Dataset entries

++++++++++

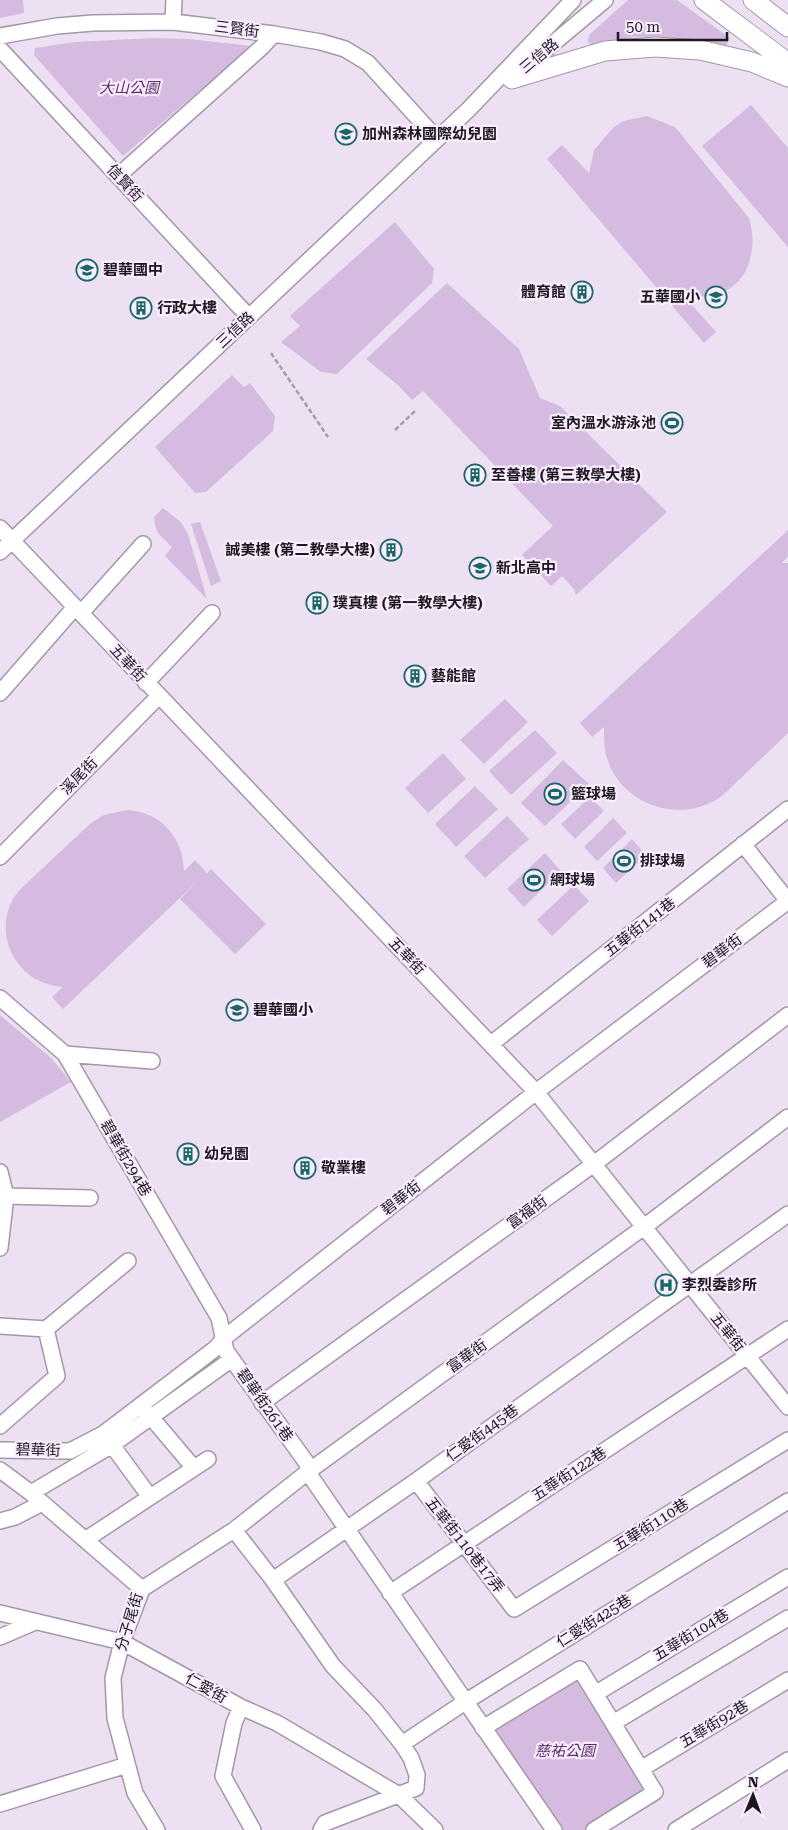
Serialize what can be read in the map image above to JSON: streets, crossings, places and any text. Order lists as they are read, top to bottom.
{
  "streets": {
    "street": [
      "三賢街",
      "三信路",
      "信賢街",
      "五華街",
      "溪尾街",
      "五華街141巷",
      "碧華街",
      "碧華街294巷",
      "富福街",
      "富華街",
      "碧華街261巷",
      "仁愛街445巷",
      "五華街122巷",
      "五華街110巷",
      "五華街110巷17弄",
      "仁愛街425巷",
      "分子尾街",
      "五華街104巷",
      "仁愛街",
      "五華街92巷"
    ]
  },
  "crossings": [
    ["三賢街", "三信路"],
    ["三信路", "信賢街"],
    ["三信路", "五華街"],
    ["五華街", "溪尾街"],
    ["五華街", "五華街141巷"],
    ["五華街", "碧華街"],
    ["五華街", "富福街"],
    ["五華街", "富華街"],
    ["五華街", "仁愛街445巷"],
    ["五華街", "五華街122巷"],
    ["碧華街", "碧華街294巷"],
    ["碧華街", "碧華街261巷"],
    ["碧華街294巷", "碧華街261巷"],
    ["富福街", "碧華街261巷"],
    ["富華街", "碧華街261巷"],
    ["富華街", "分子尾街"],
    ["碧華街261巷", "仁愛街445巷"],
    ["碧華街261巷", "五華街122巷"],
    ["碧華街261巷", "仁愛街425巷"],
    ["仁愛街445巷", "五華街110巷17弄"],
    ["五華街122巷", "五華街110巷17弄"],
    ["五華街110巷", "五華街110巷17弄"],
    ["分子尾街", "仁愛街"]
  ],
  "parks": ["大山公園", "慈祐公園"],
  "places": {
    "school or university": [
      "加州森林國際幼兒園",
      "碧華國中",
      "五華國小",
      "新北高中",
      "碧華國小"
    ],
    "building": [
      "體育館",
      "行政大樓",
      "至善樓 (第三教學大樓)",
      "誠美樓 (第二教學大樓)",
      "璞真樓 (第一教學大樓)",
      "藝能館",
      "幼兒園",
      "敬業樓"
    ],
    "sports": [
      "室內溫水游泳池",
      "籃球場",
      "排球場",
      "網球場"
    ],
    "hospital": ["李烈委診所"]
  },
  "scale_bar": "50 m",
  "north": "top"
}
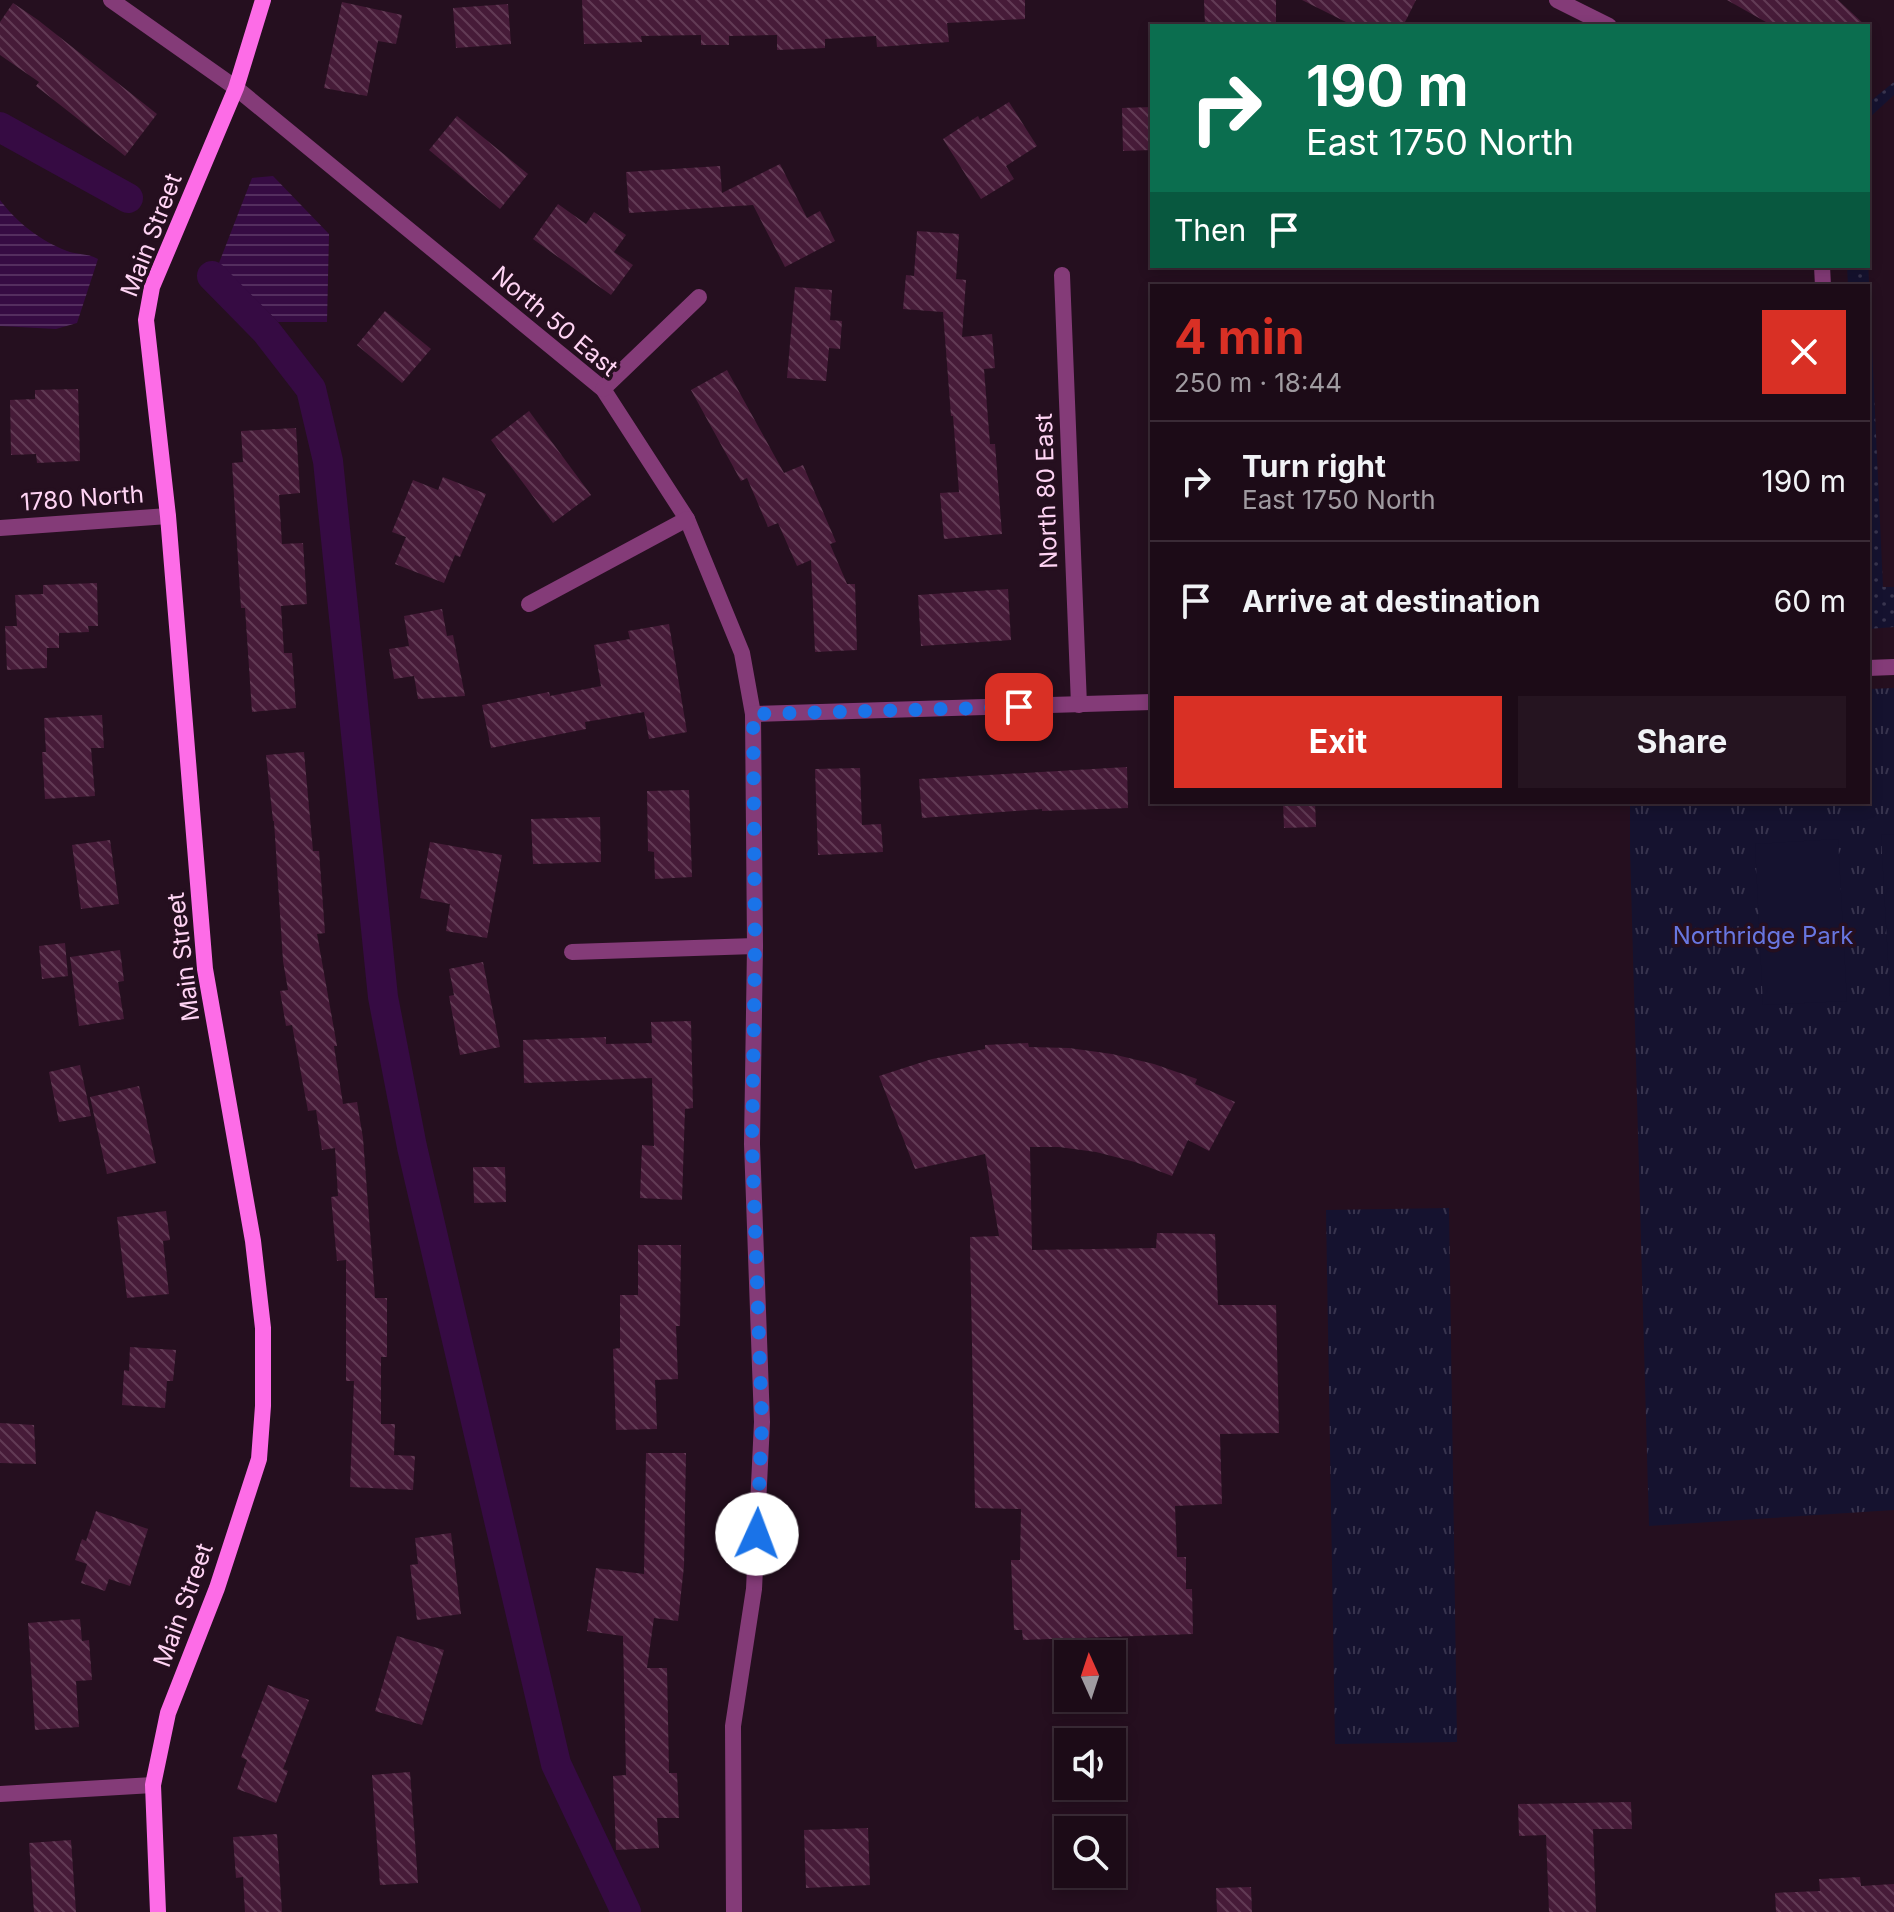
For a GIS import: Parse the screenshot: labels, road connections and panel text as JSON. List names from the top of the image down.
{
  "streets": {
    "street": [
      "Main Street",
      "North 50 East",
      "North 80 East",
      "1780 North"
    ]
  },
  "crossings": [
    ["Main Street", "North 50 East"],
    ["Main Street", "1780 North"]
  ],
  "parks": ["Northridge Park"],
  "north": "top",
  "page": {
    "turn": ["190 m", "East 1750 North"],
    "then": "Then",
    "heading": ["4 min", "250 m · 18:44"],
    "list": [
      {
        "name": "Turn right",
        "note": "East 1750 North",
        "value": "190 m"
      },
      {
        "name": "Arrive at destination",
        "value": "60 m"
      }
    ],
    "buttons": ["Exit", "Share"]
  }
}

++++++++++

**WHAT YOU ARE ASKED TO DO:** For the string "East", return every line of the data where it appears.

**SOLUTION FOR THIS EXERCISE:**
      "North 50 East",
      "North 80 East",
    ["Main Street", "North 50 East"],
    "turn": ["190 m", "East 1750 North"],
        "note": "East 1750 North",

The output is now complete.